** THE DATA follows **

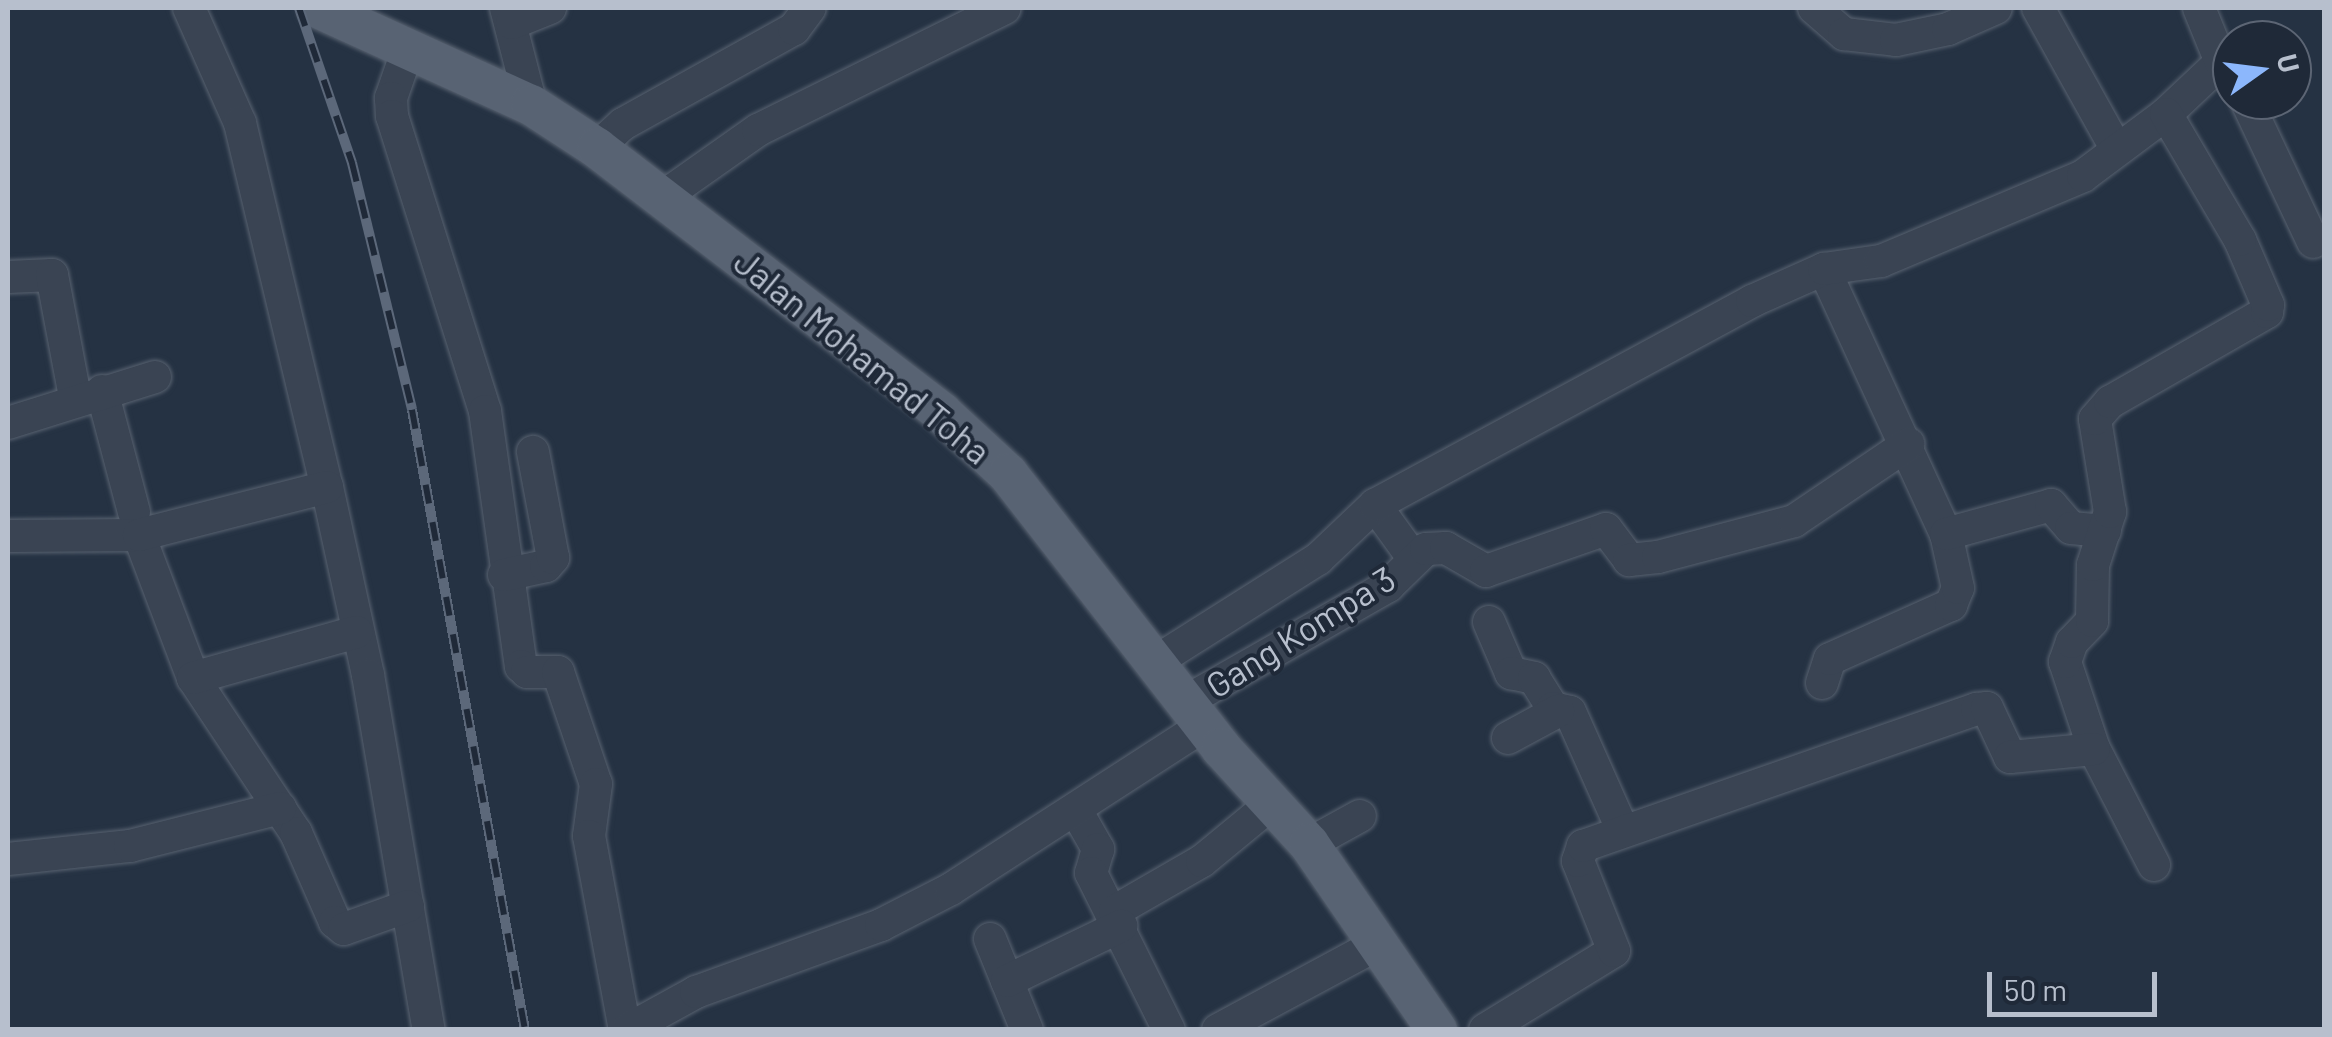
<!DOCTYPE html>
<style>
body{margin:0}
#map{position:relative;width:2332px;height:1037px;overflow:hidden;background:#253243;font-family:Barlow,sans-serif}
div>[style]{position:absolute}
.roads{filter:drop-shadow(0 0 2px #586270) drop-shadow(0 0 2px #586270)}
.minor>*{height:32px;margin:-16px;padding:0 16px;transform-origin:16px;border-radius:16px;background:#3a4453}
.major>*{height:40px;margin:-20px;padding:0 20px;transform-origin:20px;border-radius:20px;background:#586373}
.rail>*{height:10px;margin-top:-5px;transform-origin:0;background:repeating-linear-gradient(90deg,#1f2938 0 19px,#5c687a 0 38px);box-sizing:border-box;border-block:2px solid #5c687a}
span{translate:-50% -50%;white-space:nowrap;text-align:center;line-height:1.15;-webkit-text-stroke:8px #1f2938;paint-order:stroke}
.street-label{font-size:35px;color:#b7bfcd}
.frame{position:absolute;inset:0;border:10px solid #b7bfcd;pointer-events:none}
.north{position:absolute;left:2212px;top:20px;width:100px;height:100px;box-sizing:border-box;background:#1f2938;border:2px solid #5c6574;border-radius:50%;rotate:76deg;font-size:28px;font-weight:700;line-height:40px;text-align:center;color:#b7bfcd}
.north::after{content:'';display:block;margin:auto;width:35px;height:45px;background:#8cb7fc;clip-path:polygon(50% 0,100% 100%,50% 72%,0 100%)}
.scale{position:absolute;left:1987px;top:972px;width:170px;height:45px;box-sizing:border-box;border:5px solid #b7bfcd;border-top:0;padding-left:12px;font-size:30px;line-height:35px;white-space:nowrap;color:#b7bfcd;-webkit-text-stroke:8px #1f2938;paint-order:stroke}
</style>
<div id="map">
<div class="roads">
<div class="minor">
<div style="left:189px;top:8px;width:126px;rotate:66.1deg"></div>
<div style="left:240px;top:123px;width:374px;rotate:76.6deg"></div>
<div style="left:327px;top:487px;width:192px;rotate:77.7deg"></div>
<div style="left:368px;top:675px;width:360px;rotate:80.3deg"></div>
<div style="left:506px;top:8px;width:100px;rotate:75.5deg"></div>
<div style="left:1814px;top:8px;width:40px;rotate:41deg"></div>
<div style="left:1844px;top:34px;width:52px;rotate:6.6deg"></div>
<div style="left:1896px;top:40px;width:53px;rotate:-11.9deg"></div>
<div style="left:1948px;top:29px;width:52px;rotate:-23.6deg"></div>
<div style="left:2038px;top:8px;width:160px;rotate:60.9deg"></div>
<div style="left:512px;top:23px;width:41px;rotate:-21.5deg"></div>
<div style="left:407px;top:52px;width:49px;rotate:109.2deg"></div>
<div style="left:391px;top:98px;width:18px;rotate:87deg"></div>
<div style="left:392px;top:116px;width:309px;rotate:72.5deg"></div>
<div style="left:485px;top:411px;width:258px;rotate:82deg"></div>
<div style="left:521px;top:666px;width:8px;rotate:45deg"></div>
<div style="left:527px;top:672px;width:31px"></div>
<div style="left:558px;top:672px;width:118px;rotate:71.3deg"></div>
<div style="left:596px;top:784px;width:52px;rotate:97.7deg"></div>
<div style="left:589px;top:836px;width:197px;rotate:79.5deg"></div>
<div style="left:2246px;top:100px;width:157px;rotate:64.7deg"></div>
<div style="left:597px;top:148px;width:35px;rotate:-43deg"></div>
<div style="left:623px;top:124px;width:196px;rotate:-29.1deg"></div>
<div style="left:794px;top:29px;width:26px;rotate:-53deg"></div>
<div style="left:663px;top:197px;width:116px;rotate:-35.2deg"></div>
<div style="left:758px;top:130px;width:275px;rotate:-26.3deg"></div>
<div style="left:1824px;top:269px;width:292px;rotate:65.3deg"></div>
<div style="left:8px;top:277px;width:44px;rotate:-2.6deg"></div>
<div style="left:52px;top:275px;width:124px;rotate:79.3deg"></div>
<div style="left:102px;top:391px;width:125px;rotate:75.2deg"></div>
<div style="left:8px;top:423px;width:154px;rotate:-17.4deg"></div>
<div style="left:1375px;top:505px;width:67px;rotate:54.2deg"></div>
<div style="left:139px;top:535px;width:153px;rotate:69.3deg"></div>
<div style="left:193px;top:678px;width:186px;rotate:56.4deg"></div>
<div style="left:296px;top:833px;width:97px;rotate:66.3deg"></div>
<div style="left:335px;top:922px;width:11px;rotate:38deg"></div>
<div style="left:344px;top:929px;width:68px;rotate:-19.8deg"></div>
<div style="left:8px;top:536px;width:131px;rotate:-0.4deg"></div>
<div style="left:139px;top:535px;width:194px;rotate:-14.3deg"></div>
<div style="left:504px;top:575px;width:43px;rotate:-12.1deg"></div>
<div style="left:546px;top:566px;width:11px;rotate:-49deg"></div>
<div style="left:553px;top:558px;width:108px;rotate:-100.7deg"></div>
<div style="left:1489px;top:622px;width:56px;rotate:66.7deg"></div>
<div style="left:1511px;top:673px;width:24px;rotate:12deg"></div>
<div style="left:1534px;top:678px;width:36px;rotate:58deg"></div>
<div style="left:1553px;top:708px;width:17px;rotate:13deg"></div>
<div style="left:1570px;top:712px;width:130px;rotate:66deg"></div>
<div style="left:1155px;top:662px;width:193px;rotate:-32.3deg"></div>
<div style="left:1318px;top:559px;width:79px;rotate:-43.5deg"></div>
<div style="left:1375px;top:505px;width:429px;rotate:-28.4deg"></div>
<div style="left:1752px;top:301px;width:79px;rotate:-24deg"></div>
<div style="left:1824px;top:269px;width:58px;rotate:-8deg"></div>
<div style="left:1881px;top:261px;width:219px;rotate:-22.8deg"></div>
<div style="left:2083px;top:176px;width:104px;rotate:-36.8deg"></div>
<div style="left:2166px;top:114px;width:76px;rotate:-43.4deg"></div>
<div style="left:2221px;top:62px;width:58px;rotate:-112.2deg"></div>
<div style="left:193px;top:678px;width:170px;rotate:-15.7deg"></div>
<div style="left:1822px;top:683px;width:25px;rotate:-72deg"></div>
<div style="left:1830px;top:659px;width:133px;rotate:-24.1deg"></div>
<div style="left:1951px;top:605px;width:18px;rotate:-68deg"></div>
<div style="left:1958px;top:588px;width:55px;rotate:-102.5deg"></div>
<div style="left:1946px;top:534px;width:109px;rotate:-15.4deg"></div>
<div style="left:2051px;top:505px;width:30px;rotate:49deg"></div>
<div style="left:2071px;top:528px;width:34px;rotate:5deg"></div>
<div style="left:1185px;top:702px;width:234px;rotate:-29.7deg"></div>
<div style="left:1388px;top:586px;width:53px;rotate:-44.2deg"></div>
<div style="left:1426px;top:549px;width:20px;rotate:-3deg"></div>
<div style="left:1446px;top:548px;width:46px;rotate:29.9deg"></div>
<div style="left:1486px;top:571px;width:127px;rotate:-19.3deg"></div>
<div style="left:1606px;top:529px;width:39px;rotate:53deg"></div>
<div style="left:1629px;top:560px;width:29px;rotate:-6deg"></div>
<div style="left:1658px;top:557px;width:141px;rotate:-14.8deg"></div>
<div style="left:1794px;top:521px;width:138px;rotate:-34deg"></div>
<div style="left:1508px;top:738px;width:57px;rotate:-28.4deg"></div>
<div style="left:1077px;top:812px;width:43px;rotate:60.4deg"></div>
<div style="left:1098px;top:849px;width:25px;rotate:106deg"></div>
<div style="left:1091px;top:873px;width:175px;rotate:63.6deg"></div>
<div style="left:1309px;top:844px;width:58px;rotate:-28.8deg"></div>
<div style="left:8px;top:859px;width:123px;rotate:-6.1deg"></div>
<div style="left:130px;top:846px;width:155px;rotate:-14.2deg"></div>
<div style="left:2154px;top:865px;width:131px;rotate:-117.3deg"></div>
<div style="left:2094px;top:749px;width:92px;rotate:-108.4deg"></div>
<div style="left:2065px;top:662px;width:21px;rotate:-71deg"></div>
<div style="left:2072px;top:642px;width:29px;rotate:-46deg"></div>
<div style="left:2092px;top:621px;width:56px;rotate:-89deg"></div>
<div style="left:2093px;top:565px;width:56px;rotate:-72.2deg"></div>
<div style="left:2110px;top:512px;width:94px;rotate:-99.2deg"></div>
<div style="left:2095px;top:419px;width:23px;rotate:-49deg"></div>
<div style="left:2110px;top:402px;width:181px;rotate:-29.8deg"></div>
<div style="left:2267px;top:312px;width:7px;rotate:-82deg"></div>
<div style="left:2268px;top:305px;width:71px;rotate:-113.3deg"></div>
<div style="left:2240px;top:240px;width:146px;rotate:-120.4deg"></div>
<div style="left:1115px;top:911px;width:100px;rotate:-29.9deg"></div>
<div style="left:1202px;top:861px;width:88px;rotate:-39.5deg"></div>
<div style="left:990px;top:939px;width:98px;rotate:67.9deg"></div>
<div style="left:1007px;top:981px;width:127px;rotate:-25.8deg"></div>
<div style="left:627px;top:1030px;width:79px;rotate:-28.8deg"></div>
<div style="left:696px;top:992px;width:197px;rotate:-19.9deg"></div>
<div style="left:881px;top:925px;width:79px;rotate:-27.2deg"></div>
<div style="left:951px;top:889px;width:300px;rotate:-32.9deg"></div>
<div style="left:1218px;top:1030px;width:177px;rotate:-28.3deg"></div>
<div style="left:1485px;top:1030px;width:151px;rotate:-31.5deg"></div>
<div style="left:1614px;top:951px;width:97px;rotate:-111.8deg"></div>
<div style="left:1578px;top:861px;width:16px;rotate:-72deg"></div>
<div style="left:1583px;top:846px;width:417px;rotate:-19.2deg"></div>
<div style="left:1977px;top:709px;width:10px;rotate:-6deg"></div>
<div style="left:1987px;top:708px;width:54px;rotate:64.9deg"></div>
<div style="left:2010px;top:757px;width:84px;rotate:-5.4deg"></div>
</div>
<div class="major">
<div style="left:318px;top:8px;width:234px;rotate:24.5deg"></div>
<div style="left:531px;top:105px;width:79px;rotate:33.1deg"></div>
<div style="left:597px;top:148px;width:435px;rotate:37.5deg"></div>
<div style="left:942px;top:413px;width:90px;rotate:42.7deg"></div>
<div style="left:1008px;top:474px;width:347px;rotate:52.1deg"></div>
<div style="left:1221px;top:748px;width:130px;rotate:47.5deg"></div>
<div style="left:1309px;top:844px;width:226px;rotate:55.5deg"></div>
</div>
</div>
<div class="rail">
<div style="left:299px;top:8px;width:164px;rotate:71.1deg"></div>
<div style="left:352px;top:163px;width:254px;rotate:76.3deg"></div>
<div style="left:412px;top:410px;width:630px;rotate:79.67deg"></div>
</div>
<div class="street-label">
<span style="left:863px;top:356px;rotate:39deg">Jalan Mohamad Toha</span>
<span style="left:1300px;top:631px;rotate:-32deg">Gang Kompa 3</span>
</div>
<div class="frame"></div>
<div class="north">U</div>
<div class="scale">50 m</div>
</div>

** End of THE DATA **

Could you reproduce exactly, and only, the lines from the start of the records through the line containing "2px #586270) drop-shadow(0", leaving out the pictures?

(RESPONSE TO THE TASK):
<!DOCTYPE html>
<style>
body{margin:0}
#map{position:relative;width:2332px;height:1037px;overflow:hidden;background:#253243;font-family:Barlow,sans-serif}
div>[style]{position:absolute}
.roads{filter:drop-shadow(0 0 2px #586270) drop-shadow(0 0 2px #586270)}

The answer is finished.